Raw data:
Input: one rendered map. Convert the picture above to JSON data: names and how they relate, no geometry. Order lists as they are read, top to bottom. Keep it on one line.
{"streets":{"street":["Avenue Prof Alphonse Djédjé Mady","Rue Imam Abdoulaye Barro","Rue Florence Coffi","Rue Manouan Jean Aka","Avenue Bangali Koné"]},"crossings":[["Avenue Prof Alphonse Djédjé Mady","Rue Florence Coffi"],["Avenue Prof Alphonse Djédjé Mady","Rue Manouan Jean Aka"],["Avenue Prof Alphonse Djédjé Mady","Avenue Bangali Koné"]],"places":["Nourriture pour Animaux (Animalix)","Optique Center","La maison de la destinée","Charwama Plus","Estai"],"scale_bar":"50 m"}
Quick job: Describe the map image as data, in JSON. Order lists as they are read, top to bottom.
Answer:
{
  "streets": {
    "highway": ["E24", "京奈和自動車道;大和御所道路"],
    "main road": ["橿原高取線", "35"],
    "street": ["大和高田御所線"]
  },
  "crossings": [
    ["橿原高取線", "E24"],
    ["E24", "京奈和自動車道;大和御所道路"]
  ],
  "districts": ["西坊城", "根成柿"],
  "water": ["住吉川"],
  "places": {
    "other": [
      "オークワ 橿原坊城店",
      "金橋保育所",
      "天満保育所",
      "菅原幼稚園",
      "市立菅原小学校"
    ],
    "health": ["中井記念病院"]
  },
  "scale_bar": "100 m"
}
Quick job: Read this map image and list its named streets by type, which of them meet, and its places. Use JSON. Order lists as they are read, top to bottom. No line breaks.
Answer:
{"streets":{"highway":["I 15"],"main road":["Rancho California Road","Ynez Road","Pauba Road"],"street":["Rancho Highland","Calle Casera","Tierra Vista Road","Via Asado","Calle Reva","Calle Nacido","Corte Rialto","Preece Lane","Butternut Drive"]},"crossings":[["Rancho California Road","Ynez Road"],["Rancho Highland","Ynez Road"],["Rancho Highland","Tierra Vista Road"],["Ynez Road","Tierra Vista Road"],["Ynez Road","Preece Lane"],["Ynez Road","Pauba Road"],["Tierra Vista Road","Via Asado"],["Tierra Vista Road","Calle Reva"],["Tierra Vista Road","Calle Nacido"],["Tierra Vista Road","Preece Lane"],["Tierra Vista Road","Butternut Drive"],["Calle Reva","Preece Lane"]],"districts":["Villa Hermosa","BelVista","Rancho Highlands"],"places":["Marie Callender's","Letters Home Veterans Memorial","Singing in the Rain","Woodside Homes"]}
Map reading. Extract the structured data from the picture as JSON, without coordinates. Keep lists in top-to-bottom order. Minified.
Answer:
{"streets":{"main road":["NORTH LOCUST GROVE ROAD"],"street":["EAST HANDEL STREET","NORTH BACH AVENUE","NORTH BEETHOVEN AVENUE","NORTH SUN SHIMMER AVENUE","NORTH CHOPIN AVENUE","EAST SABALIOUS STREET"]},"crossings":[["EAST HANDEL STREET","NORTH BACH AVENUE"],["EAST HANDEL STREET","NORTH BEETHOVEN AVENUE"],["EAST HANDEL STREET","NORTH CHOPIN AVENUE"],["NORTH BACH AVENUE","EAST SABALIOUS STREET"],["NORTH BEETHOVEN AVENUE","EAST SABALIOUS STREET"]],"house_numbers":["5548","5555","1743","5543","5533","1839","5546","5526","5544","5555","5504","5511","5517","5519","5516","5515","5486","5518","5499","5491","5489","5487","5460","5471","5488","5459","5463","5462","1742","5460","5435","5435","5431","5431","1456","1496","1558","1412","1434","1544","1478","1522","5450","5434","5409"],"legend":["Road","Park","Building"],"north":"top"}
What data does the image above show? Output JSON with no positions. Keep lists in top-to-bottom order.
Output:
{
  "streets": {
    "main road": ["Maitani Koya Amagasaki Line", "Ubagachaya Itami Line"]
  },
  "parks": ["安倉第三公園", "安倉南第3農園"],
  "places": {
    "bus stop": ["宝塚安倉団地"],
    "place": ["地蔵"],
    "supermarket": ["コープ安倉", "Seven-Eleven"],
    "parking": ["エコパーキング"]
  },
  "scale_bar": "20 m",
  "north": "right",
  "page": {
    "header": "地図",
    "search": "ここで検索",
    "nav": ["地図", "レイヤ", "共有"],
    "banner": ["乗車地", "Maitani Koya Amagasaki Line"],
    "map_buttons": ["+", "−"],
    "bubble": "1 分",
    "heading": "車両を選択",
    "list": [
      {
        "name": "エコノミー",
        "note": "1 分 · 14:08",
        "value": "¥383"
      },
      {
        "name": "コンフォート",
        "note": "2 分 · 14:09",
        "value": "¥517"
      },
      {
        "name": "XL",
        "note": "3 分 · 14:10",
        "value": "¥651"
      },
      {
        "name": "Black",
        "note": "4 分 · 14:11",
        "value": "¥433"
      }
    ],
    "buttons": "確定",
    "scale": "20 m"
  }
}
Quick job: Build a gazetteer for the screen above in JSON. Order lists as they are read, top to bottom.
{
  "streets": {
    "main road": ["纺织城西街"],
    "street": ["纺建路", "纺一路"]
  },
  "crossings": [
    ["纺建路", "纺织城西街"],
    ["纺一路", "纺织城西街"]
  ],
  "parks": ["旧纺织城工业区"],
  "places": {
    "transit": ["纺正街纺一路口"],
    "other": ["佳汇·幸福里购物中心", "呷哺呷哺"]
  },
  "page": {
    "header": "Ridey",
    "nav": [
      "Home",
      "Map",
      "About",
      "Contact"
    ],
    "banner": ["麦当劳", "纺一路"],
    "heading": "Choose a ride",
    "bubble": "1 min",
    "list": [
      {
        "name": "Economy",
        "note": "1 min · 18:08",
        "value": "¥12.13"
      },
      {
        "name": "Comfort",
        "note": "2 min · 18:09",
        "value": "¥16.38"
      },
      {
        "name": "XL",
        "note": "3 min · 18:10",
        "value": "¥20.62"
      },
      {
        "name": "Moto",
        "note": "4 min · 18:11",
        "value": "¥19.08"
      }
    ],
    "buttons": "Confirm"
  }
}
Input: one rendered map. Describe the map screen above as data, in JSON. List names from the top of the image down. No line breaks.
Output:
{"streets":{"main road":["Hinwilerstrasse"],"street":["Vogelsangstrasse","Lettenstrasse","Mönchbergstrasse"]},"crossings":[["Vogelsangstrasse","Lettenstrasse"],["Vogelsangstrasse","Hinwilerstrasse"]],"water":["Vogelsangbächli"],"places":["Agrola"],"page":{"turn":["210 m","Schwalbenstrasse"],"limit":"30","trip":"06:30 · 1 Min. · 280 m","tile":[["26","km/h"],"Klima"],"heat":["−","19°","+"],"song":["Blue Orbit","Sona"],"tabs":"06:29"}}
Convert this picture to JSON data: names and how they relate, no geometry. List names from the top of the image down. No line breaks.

Work to be completed:
Repeat the data exactly. Omit nothing.

Worked solution:
Input: one rendered map. Convert the picture above to JSON data: names and how they relate, no geometry. Order lists as they are read, top to bottom. Keep it on one line.
{"streets":{"street":["Avenue Prof Alphonse Djédjé Mady","Rue Imam Abdoulaye Barro","Rue Florence Coffi","Rue Manouan Jean Aka","Avenue Bangali Koné"]},"crossings":[["Avenue Prof Alphonse Djédjé Mady","Rue Florence Coffi"],["Avenue Prof Alphonse Djédjé Mady","Rue Manouan Jean Aka"],["Avenue Prof Alphonse Djédjé Mady","Avenue Bangali Koné"]],"places":["Nourriture pour Animaux (Animalix)","Optique Center","La maison de la destinée","Charwama Plus","Estai"],"scale_bar":"50 m"}
Quick job: Describe the map image as data, in JSON. Order lists as they are read, top to bottom.
Answer:
{
  "streets": {
    "highway": ["E24", "京奈和自動車道;大和御所道路"],
    "main road": ["橿原高取線", "35"],
    "street": ["大和高田御所線"]
  },
  "crossings": [
    ["橿原高取線", "E24"],
    ["E24", "京奈和自動車道;大和御所道路"]
  ],
  "districts": ["西坊城", "根成柿"],
  "water": ["住吉川"],
  "places": {
    "other": [
      "オークワ 橿原坊城店",
      "金橋保育所",
      "天満保育所",
      "菅原幼稚園",
      "市立菅原小学校"
    ],
    "health": ["中井記念病院"]
  },
  "scale_bar": "100 m"
}
Quick job: Read this map image and list its named streets by type, which of them meet, and its places. Use JSON. Order lists as they are read, top to bottom. No line breaks.
Answer:
{"streets":{"highway":["I 15"],"main road":["Rancho California Road","Ynez Road","Pauba Road"],"street":["Rancho Highland","Calle Casera","Tierra Vista Road","Via Asado","Calle Reva","Calle Nacido","Corte Rialto","Preece Lane","Butternut Drive"]},"crossings":[["Rancho California Road","Ynez Road"],["Rancho Highland","Ynez Road"],["Rancho Highland","Tierra Vista Road"],["Ynez Road","Tierra Vista Road"],["Ynez Road","Preece Lane"],["Ynez Road","Pauba Road"],["Tierra Vista Road","Via Asado"],["Tierra Vista Road","Calle Reva"],["Tierra Vista Road","Calle Nacido"],["Tierra Vista Road","Preece Lane"],["Tierra Vista Road","Butternut Drive"],["Calle Reva","Preece Lane"]],"districts":["Villa Hermosa","BelVista","Rancho Highlands"],"places":["Marie Callender's","Letters Home Veterans Memorial","Singing in the Rain","Woodside Homes"]}
Map reading. Extract the structured data from the picture as JSON, without coordinates. Keep lists in top-to-bottom order. Minified.
Answer:
{"streets":{"main road":["NORTH LOCUST GROVE ROAD"],"street":["EAST HANDEL STREET","NORTH BACH AVENUE","NORTH BEETHOVEN AVENUE","NORTH SUN SHIMMER AVENUE","NORTH CHOPIN AVENUE","EAST SABALIOUS STREET"]},"crossings":[["EAST HANDEL STREET","NORTH BACH AVENUE"],["EAST HANDEL STREET","NORTH BEETHOVEN AVENUE"],["EAST HANDEL STREET","NORTH CHOPIN AVENUE"],["NORTH BACH AVENUE","EAST SABALIOUS STREET"],["NORTH BEETHOVEN AVENUE","EAST SABALIOUS STREET"]],"house_numbers":["5548","5555","1743","5543","5533","1839","5546","5526","5544","5555","5504","5511","5517","5519","5516","5515","5486","5518","5499","5491","5489","5487","5460","5471","5488","5459","5463","5462","1742","5460","5435","5435","5431","5431","1456","1496","1558","1412","1434","1544","1478","1522","5450","5434","5409"],"legend":["Road","Park","Building"],"north":"top"}
What data does the image above show? Output JSON with no positions. Keep lists in top-to-bottom order.
Output:
{
  "streets": {
    "main road": ["Maitani Koya Amagasaki Line", "Ubagachaya Itami Line"]
  },
  "parks": ["安倉第三公園", "安倉南第3農園"],
  "places": {
    "bus stop": ["宝塚安倉団地"],
    "place": ["地蔵"],
    "supermarket": ["コープ安倉", "Seven-Eleven"],
    "parking": ["エコパーキング"]
  },
  "scale_bar": "20 m",
  "north": "right",
  "page": {
    "header": "地図",
    "search": "ここで検索",
    "nav": ["地図", "レイヤ", "共有"],
    "banner": ["乗車地", "Maitani Koya Amagasaki Line"],
    "map_buttons": ["+", "−"],
    "bubble": "1 分",
    "heading": "車両を選択",
    "list": [
      {
        "name": "エコノミー",
        "note": "1 分 · 14:08",
        "value": "¥383"
      },
      {
        "name": "コンフォート",
        "note": "2 分 · 14:09",
        "value": "¥517"
      },
      {
        "name": "XL",
        "note": "3 分 · 14:10",
        "value": "¥651"
      },
      {
        "name": "Black",
        "note": "4 分 · 14:11",
        "value": "¥433"
      }
    ],
    "buttons": "確定",
    "scale": "20 m"
  }
}
Quick job: Build a gazetteer for the screen above in JSON. Order lists as they are read, top to bottom.
{
  "streets": {
    "main road": ["纺织城西街"],
    "street": ["纺建路", "纺一路"]
  },
  "crossings": [
    ["纺建路", "纺织城西街"],
    ["纺一路", "纺织城西街"]
  ],
  "parks": ["旧纺织城工业区"],
  "places": {
    "transit": ["纺正街纺一路口"],
    "other": ["佳汇·幸福里购物中心", "呷哺呷哺"]
  },
  "page": {
    "header": "Ridey",
    "nav": [
      "Home",
      "Map",
      "About",
      "Contact"
    ],
    "banner": ["麦当劳", "纺一路"],
    "heading": "Choose a ride",
    "bubble": "1 min",
    "list": [
      {
        "name": "Economy",
        "note": "1 min · 18:08",
        "value": "¥12.13"
      },
      {
        "name": "Comfort",
        "note": "2 min · 18:09",
        "value": "¥16.38"
      },
      {
        "name": "XL",
        "note": "3 min · 18:10",
        "value": "¥20.62"
      },
      {
        "name": "Moto",
        "note": "4 min · 18:11",
        "value": "¥19.08"
      }
    ],
    "buttons": "Confirm"
  }
}
Input: one rendered map. Describe the map screen above as data, in JSON. List names from the top of the image down. No line breaks.
Output:
{"streets":{"main road":["Hinwilerstrasse"],"street":["Vogelsangstrasse","Lettenstrasse","Mönchbergstrasse"]},"crossings":[["Vogelsangstrasse","Lettenstrasse"],["Vogelsangstrasse","Hinwilerstrasse"]],"water":["Vogelsangbächli"],"places":["Agrola"],"page":{"turn":["210 m","Schwalbenstrasse"],"limit":"30","trip":"06:30 · 1 Min. · 280 m","tile":[["26","km/h"],"Klima"],"heat":["−","19°","+"],"song":["Blue Orbit","Sona"],"tabs":"06:29"}}
Convert this picture to JSON data: names and how they relate, no geometry. List names from the top of the image down. No line breaks.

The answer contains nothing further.